J Med Discov (2018); 3(3):jmd18030; DOI:10.24262/jmd.3.3.18030; Received July 1st, 2018, Revised August 6th, 2018, Accepted August 31st, 2018, Published September 17th, 2018.
Phase I clinical trial of Photosan combined radiation and chemotherapy in advanced gastrointestinal tract malignant tumors
Ming Zhang1,*, Wenhao Zhao1, Zhenru Zheng1, Pintian Lv1, Xinbo Duan1, Dongjie Du1, Liu Bin1,*
1Department of Radiation Oncology, Hebei General Hospital, Shijiazhuang, China.
* Correspondence: Ming Zhang, Department of Radiation Oncology, Hebei General Hospital, Shijiazhuang, 050051, China (e-mails: Zhangming096@163.com); Liu Bin, Department of Radiation Oncology, Hebei General Hospital, Shijiazhuang, 050051, China (e-mails: 13111582843@163.com )
Abstract
Purpose: To evaluate the therapeutic effect of Photodynamic therapy (PDT) combined radiation and chemotherapy in advanced unresectable gastrointestinal(GI) tract tumors.
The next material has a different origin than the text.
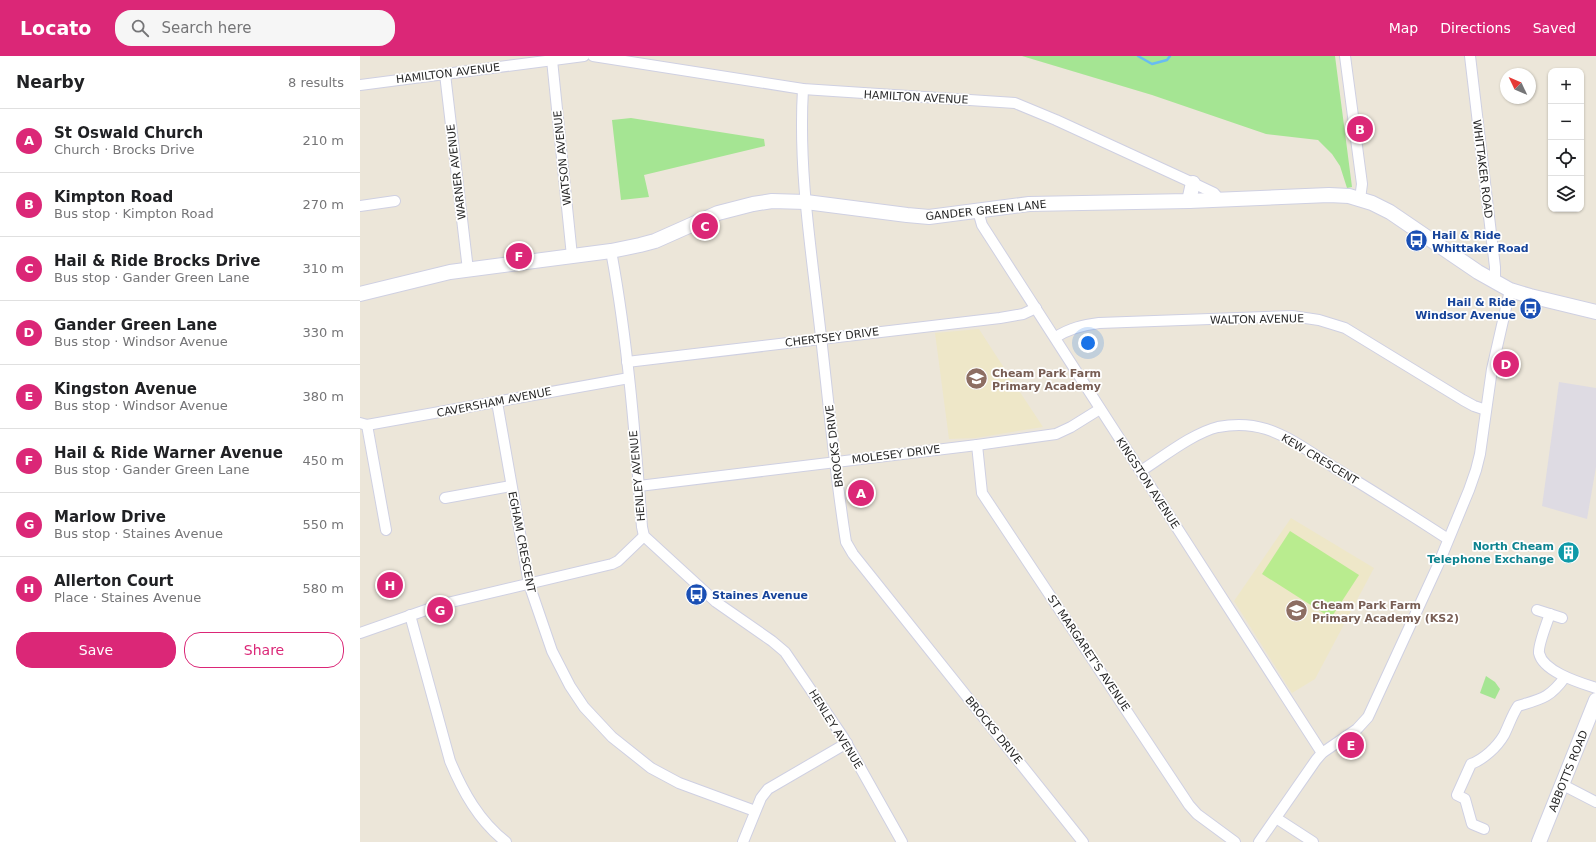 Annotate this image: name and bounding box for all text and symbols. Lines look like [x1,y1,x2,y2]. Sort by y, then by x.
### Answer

Determination of the optimal laser doses of Photosan, evaluation maximum tolerated dose (MTD) of Photodynamic therapy combination with radiation and chemotherapy, adverse reaction and toxicity.
Experimental Design: In the 3+3 dose-escalation component of this phase I study, eligible patients with advanced tumors received Photosensitizer Photosan 1,1.5 and 2mg/kg dose, The energy density at 200J/cm2, combind with intensity-modulated radiation therapy and Cisplatin 30 mg/m2 once every week,total 5 weeks. Until confirmed progression, unacceptable toxicity, or trial withdrawal. The primary objective is to determine the safety and tolerated dose; Secondary objectives include adverse reaction and best overall response.
Results: Nine heavily pretreated patients with ECOG 0–2 have received Photosan Combined cisplatin and intensity-modulated radiation. Grade 2 treatment-related adverse events occurred in four patients (esophageal pains, bone marrow suppression , difficulty in swallowing ). The MTD was not reached. There were signs of efficacy across all dose levels, including one ongoing confirmed complete response (esophageal cancer), two durable confirmed partial responses (PR; stomach cancer; esophageal cancer), one near-PR (gastroesoghageal junction cancer), four cases of stable disease and one PD in patients at study entry.
Conclusions: Photodynamic therapy (PDT) combined chemoradiotherapy has a manageable safety profile in patients with heavily pretreated advanced unable to surgical gastrointestinal tract tumors. Signs of efficacy are encouraging, and the recommended doses of Photosan in Phase II clinical trial is 2mg/kg.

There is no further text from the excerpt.